As a result of the whole dataset construction process, a curated dataset was obtained combining NHANES and ENSANUT records. The process is illustrated on the left Panel in Fig. 2. The dataset was fully preprocessed according to the requirements of the study and, at this point, is ready for its utilization in data analysis algorithms. The final dataset comprised a total of 10,077 patient records that were split into a training/validation dataset termed \(D_1\) (N = 2,768) and a hold-out dataset termed Test Dset (N = 7,309). \(D_1\) consisted of the records including values for C-peptide variable, whereas Test Dset did not included these values.

Fig. 2
figure 2

Main stages of the implemented procedure

Data characterization

The objective of this stage was to characterize the selected instances in the curated dataset. The overall flow is depicted on Fig. 2 (central panel). Since this dataset was not labeled with any group or T2DM subtype, we applied clustering algorithms over selected attributes with the purpose of finding groups of instances in the dataset according to the similarities on values of the attributes.
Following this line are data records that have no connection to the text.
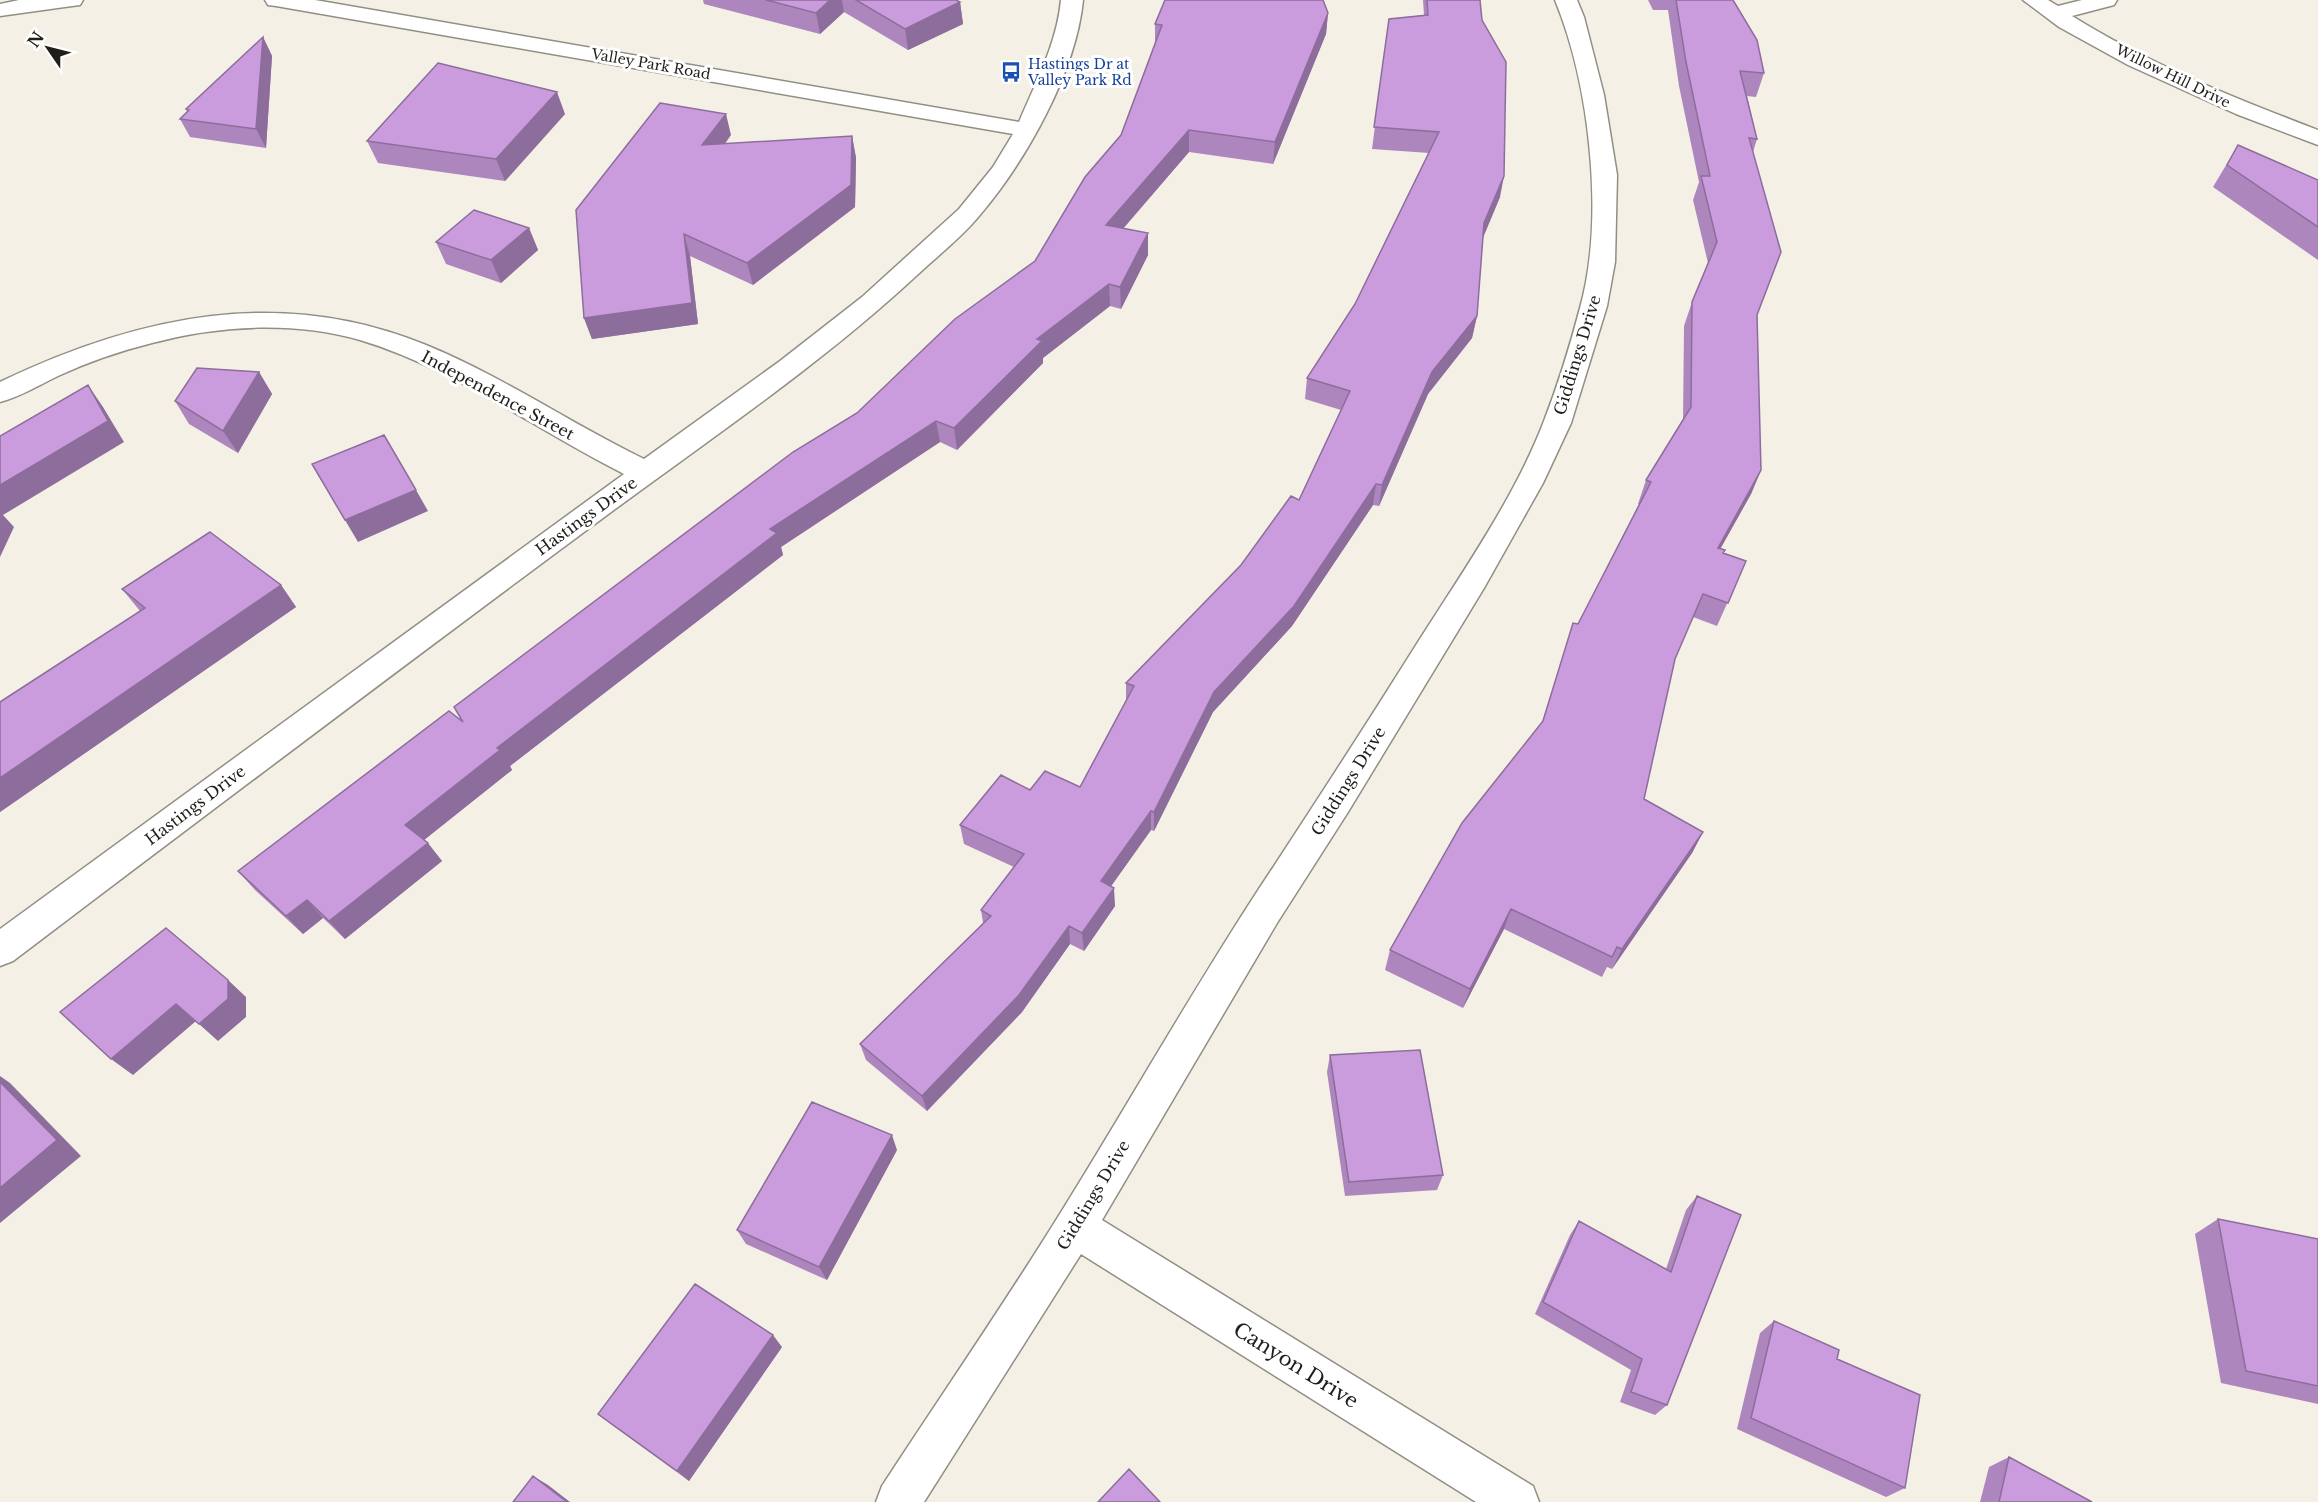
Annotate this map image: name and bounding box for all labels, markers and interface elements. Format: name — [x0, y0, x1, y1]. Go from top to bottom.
north arrow — [18, 18, 78, 78]
text: N — [23, 27, 48, 51]
street label: Willow Hill Drive — [2112, 40, 2233, 112]
street label: Valley Park Road — [589, 45, 712, 83]
place label: Hastings Dr at Valley Park Rd — [1027, 55, 1132, 89]
bus stop icon: Hastings Dr at Valley Park Rd — [999, 60, 1023, 84]
street label: Giddings Drive — [1549, 292, 1605, 418]
street label: Independence Street — [418, 346, 578, 444]
street label: Hastings Drive — [531, 472, 641, 560]
street label: Giddings Drive — [1306, 723, 1390, 839]
street label: Hastings Drive — [141, 761, 249, 849]
street label: Giddings Drive — [1052, 1136, 1134, 1254]
street label: Canyon Drive — [1229, 1317, 1363, 1413]

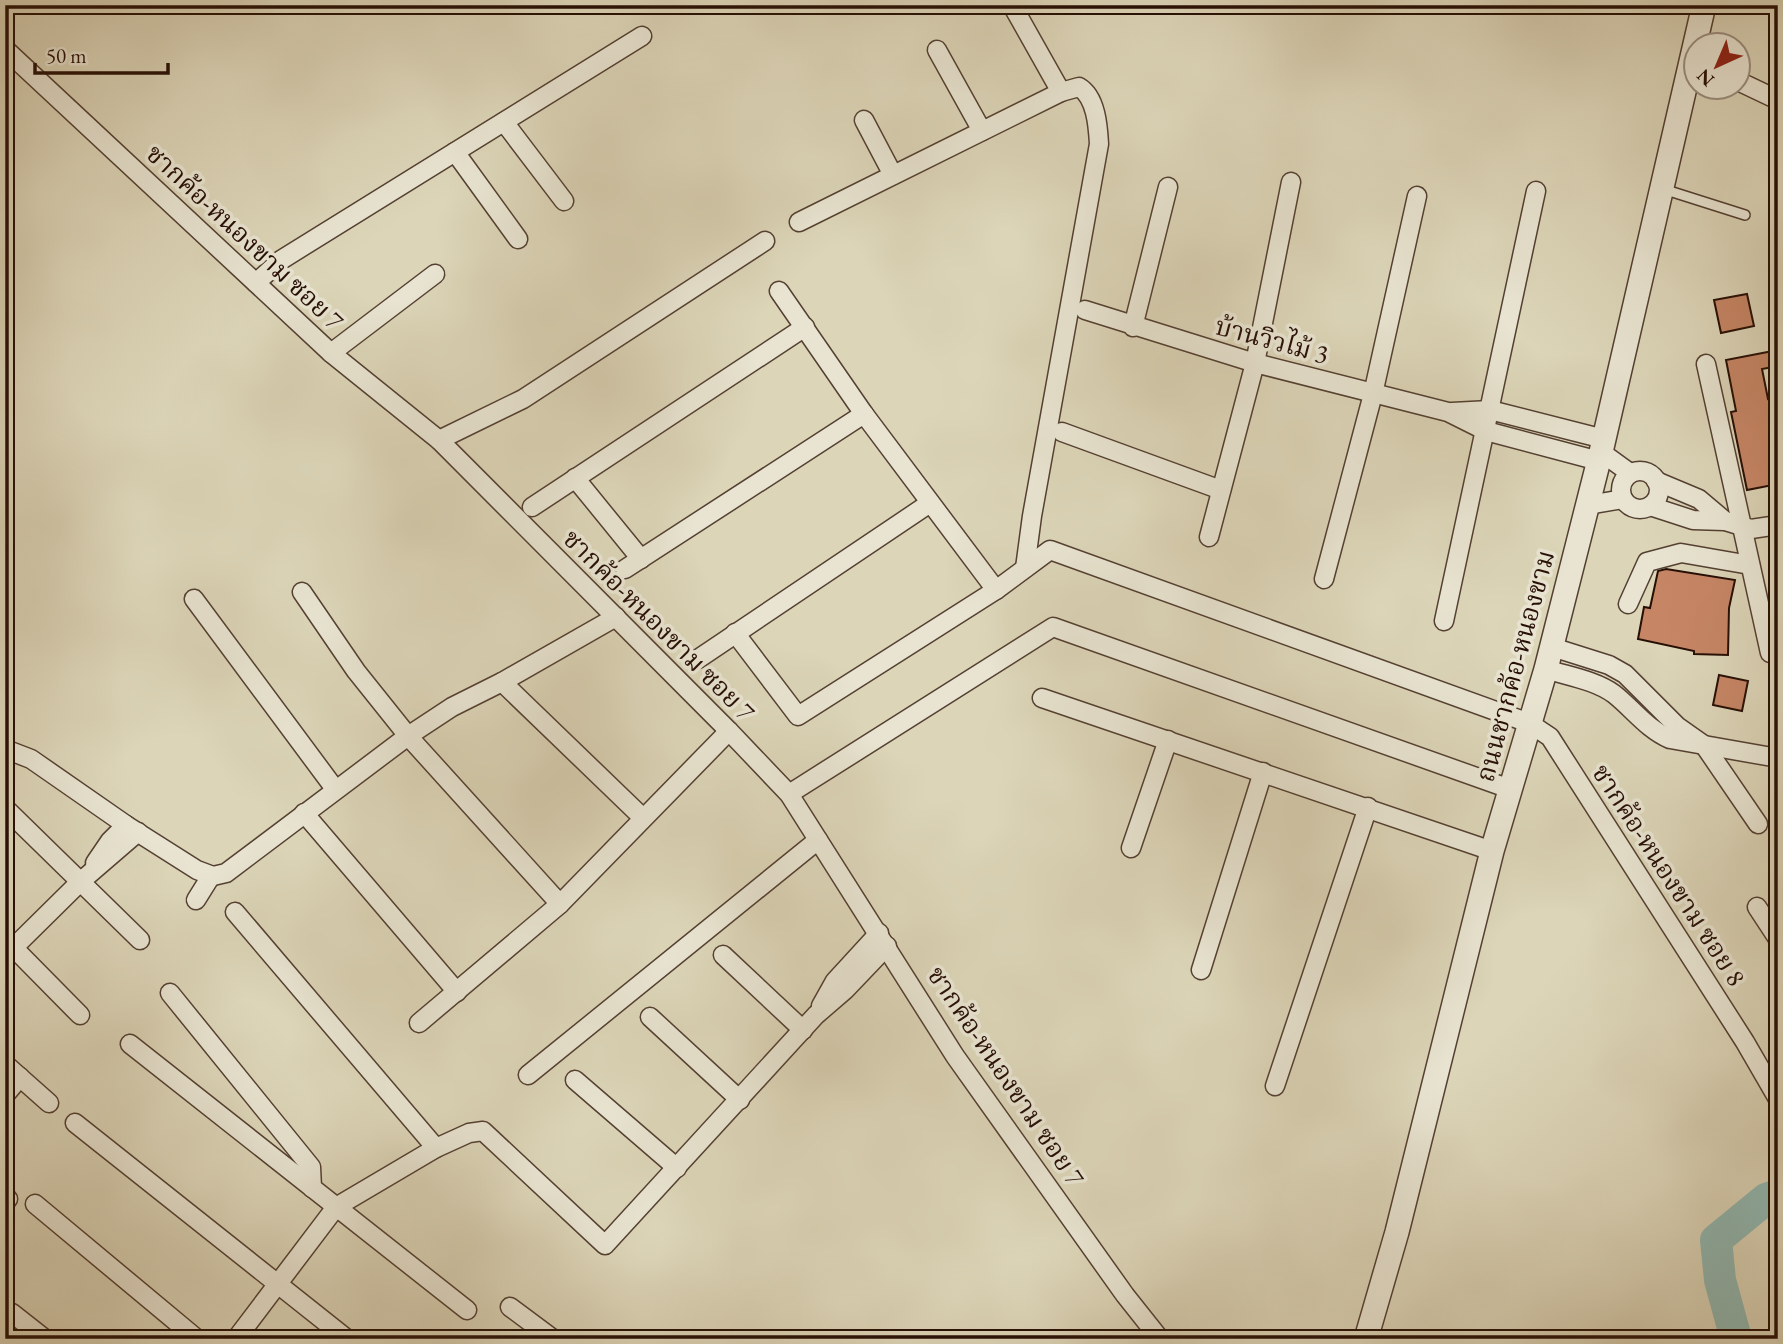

In a preliminary analysis, we explored three algorithms with different clustering approaches: partitional (K-means [44]), hierarchical (agglomerative clustering [45]), and density (DBSCAN [46]). Since these preliminary results (not included in this paper) demonstrated meaningful dissimilarities among DBSCAN and Agglomerative clusters with respect to those obtained with K-means, we determined to focus on the utilization of the latter.

Thus, we applied K-means to group T2DM patients into clusters, relying on the principle that similar patients in a cluster denote a T2DM subtype. We used a fixed number of groups (K = 4) corresponding to previously found diabetes subtypes [8], with the exception of SAID. We did not take this class into account considering all patients as being GADA negative. The five clinical features previously reported in the literature [8, 30] were taken into account. These features are: Age at Diabetes Onset (ADO), Body Mass Index (BMI), Glycated Haemoglobin (HbA\(_{1C}\)), and Homeostasis Model Assessment 2 [47] estimates of beta cell function and insulin resistance (HOMA2-%\(\beta\) and HOMA2-IR, respectively). HOMA2 values are defined by computationally solving a system of empirical differential equations with software provided by the authors [48]. There are two types of HOMA2 values, one derived from FPG plus C-peptide, and the other derived from FPG plus Insulin. We used both types HOMA2 values, as will be explained later. Hereafter, we will refer to them as CP-HOMA2 and IN-HOMA2, respectively.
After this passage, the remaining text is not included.